Pantek Library
Hosting Provided By
CybrHost
High Speed Hosting

Re: Assistance avoiding a full table scan

From: Dan Buettner <drbuettner(at)gmail.com>
Date: Fri Sep 21 2007 - 13:07:29 EDT


Erik, I think the main reason your query is running slowly is the use of a subselect. MySQL does not generally perform well with subselects, though work continues in that area.

There is also a problem/situation in MySQL in that you can't use MAX/GROUP BY functions quite the way you can in other databases; you'll get an accurate MAX value for one column, but the value in another won't necessarily be from the same row. Someone posted on the list about this recently, calling it a bug, and I tend to agree.

To solve your problem:

I would take one of two approaches.

First approach: split it into two queries in PHP, and use the results of the first in the second, like so:

query1 = select max(id) from tbl where gid in ( 1234,2345,3456 .. 7890 ) group by gid

in PHP: id_string = join the results with commas. implode function?

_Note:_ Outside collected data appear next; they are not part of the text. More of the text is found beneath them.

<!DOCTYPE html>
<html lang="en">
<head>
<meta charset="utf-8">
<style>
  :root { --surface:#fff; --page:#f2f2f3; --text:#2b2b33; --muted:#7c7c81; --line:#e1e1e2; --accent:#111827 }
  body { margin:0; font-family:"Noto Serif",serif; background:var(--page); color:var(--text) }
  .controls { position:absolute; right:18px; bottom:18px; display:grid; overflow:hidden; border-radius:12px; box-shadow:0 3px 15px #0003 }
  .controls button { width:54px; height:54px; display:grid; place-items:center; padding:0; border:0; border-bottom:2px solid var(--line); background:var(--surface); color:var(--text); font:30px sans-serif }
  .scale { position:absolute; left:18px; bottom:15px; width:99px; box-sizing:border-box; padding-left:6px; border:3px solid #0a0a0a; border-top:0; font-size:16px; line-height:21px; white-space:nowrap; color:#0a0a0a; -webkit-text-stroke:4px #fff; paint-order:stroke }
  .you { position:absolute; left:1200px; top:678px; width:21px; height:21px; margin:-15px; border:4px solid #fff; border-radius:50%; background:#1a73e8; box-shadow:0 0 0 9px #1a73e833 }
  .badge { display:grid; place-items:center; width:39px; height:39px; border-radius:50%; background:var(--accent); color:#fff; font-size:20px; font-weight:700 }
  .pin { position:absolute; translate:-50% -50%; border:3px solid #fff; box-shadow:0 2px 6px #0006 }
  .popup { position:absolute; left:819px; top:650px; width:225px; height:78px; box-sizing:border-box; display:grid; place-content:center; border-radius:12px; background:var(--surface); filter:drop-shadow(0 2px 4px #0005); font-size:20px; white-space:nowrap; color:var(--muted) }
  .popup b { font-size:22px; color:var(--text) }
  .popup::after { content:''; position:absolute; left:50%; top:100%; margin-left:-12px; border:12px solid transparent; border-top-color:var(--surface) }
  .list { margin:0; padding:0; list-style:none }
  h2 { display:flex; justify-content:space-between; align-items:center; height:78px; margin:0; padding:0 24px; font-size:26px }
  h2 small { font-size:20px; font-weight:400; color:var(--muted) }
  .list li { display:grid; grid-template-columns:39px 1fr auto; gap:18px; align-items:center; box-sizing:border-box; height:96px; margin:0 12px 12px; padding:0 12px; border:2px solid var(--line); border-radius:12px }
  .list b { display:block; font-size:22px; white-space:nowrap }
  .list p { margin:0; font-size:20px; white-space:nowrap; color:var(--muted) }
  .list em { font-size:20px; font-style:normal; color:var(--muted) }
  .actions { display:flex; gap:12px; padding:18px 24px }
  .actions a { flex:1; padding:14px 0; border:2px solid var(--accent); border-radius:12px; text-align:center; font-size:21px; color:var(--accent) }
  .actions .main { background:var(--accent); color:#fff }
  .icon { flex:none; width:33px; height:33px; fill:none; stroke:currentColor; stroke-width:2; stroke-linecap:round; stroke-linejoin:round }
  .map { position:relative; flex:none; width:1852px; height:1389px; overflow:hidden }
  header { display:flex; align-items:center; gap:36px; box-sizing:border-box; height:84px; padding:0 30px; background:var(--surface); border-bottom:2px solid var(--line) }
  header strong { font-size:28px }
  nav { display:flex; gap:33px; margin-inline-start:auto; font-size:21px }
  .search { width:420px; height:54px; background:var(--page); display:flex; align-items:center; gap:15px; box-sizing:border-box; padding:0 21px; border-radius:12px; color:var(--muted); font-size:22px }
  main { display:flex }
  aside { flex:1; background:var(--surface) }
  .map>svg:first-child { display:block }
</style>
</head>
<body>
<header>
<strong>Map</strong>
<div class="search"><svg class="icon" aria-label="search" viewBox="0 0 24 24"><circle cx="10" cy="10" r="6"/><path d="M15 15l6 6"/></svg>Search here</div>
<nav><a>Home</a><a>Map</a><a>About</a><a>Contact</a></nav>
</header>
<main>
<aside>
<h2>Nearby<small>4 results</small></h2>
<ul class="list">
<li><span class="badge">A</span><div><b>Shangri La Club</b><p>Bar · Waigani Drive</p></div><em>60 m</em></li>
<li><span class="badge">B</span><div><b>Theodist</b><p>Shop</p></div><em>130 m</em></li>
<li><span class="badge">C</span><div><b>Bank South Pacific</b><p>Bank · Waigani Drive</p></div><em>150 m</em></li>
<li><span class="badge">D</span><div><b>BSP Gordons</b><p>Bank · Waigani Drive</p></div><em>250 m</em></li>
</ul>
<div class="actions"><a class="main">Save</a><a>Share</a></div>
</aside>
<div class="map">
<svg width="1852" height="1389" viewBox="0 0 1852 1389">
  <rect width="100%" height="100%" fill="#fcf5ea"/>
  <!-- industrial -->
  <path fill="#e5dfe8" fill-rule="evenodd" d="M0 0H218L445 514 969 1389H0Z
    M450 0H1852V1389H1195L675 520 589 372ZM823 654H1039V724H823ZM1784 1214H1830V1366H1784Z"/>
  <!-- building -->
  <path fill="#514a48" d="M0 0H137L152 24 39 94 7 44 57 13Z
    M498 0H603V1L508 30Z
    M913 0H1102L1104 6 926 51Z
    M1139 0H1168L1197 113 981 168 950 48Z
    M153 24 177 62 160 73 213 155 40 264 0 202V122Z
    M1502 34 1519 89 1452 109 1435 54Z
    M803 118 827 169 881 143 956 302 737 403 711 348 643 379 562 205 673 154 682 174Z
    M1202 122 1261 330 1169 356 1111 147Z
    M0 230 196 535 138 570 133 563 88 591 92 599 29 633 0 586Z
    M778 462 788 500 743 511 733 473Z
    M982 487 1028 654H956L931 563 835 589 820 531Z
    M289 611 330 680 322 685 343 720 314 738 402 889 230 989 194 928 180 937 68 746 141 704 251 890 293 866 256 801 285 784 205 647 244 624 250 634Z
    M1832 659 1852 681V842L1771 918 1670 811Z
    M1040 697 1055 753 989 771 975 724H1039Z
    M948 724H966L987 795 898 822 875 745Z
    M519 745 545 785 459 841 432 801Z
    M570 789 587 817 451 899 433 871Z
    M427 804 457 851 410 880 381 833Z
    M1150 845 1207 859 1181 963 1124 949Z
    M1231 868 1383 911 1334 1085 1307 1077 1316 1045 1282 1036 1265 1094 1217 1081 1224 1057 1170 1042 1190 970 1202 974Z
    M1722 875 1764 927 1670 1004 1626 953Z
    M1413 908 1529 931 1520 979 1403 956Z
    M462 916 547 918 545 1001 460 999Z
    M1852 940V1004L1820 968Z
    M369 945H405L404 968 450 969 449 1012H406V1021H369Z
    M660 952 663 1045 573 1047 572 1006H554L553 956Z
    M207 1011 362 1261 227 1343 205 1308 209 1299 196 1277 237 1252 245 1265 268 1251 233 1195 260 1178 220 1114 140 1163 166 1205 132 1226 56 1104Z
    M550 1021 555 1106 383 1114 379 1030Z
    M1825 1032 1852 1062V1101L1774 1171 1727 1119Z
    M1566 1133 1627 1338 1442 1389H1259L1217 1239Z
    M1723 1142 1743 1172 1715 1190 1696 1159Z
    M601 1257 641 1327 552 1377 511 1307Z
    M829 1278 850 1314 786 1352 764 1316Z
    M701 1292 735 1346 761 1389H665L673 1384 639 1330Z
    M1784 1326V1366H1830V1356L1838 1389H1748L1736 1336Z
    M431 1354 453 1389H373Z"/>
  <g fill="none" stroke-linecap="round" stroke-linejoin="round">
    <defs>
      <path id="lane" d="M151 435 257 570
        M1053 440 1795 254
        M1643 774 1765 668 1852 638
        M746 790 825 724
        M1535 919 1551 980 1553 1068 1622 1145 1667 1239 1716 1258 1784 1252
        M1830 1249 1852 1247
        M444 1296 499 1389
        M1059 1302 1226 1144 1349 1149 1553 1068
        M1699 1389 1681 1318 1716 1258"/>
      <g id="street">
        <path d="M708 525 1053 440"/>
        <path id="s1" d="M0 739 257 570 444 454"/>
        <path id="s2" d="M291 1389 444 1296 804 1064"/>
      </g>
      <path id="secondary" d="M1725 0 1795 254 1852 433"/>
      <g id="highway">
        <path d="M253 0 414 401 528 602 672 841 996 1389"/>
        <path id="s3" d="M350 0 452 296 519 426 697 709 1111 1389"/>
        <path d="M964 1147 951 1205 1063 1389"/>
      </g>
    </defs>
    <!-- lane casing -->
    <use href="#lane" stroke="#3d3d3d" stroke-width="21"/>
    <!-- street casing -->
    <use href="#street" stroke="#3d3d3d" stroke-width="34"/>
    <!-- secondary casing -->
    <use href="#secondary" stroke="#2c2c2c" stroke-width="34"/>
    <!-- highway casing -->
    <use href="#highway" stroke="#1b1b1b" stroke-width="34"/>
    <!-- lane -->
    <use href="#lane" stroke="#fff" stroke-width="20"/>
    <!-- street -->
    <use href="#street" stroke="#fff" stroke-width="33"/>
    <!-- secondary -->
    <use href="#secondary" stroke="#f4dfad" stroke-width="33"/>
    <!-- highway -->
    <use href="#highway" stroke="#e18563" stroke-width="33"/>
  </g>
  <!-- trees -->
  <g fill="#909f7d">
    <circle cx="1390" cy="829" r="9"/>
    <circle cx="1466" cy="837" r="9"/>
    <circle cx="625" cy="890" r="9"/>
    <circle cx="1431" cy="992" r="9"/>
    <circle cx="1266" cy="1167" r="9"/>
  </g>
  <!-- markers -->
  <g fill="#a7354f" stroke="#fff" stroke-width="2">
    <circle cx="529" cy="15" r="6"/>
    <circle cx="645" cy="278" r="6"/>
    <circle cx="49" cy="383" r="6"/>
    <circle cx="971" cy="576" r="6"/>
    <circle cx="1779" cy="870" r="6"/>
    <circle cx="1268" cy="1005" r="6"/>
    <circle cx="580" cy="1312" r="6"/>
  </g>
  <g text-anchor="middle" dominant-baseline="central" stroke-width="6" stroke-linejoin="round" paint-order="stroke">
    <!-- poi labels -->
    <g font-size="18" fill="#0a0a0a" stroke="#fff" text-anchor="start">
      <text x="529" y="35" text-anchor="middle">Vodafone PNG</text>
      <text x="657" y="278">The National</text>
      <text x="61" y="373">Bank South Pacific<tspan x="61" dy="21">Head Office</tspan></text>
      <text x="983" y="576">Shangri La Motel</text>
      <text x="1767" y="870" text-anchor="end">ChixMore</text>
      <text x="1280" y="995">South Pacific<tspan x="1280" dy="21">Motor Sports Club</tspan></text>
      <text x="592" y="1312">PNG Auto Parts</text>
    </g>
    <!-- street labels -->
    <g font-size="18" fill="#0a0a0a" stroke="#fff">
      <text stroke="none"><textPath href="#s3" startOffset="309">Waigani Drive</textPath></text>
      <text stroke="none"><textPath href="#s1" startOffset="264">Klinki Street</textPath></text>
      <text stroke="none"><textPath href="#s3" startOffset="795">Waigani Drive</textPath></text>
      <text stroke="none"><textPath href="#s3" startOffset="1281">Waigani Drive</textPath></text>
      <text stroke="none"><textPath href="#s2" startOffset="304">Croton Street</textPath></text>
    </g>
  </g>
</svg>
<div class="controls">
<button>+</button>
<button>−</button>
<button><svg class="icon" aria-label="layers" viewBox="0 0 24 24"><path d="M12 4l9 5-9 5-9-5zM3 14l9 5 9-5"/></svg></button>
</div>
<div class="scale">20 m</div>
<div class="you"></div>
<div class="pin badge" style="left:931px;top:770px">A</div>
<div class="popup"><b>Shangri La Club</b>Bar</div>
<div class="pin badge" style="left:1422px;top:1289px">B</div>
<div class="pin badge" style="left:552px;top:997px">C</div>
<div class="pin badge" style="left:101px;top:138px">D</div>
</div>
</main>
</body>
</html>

query2 = select comment, gid, date_posted from tbl where id in (id_string)

Do you need help?X

Generally speaking, fewer queries = higher performance, and databases are optimized to join tables, they do it well - but in your case I think you'll find one of these works better.

Second approach:

Insert values from first query into a temporary table, then join on that temp table in your second query.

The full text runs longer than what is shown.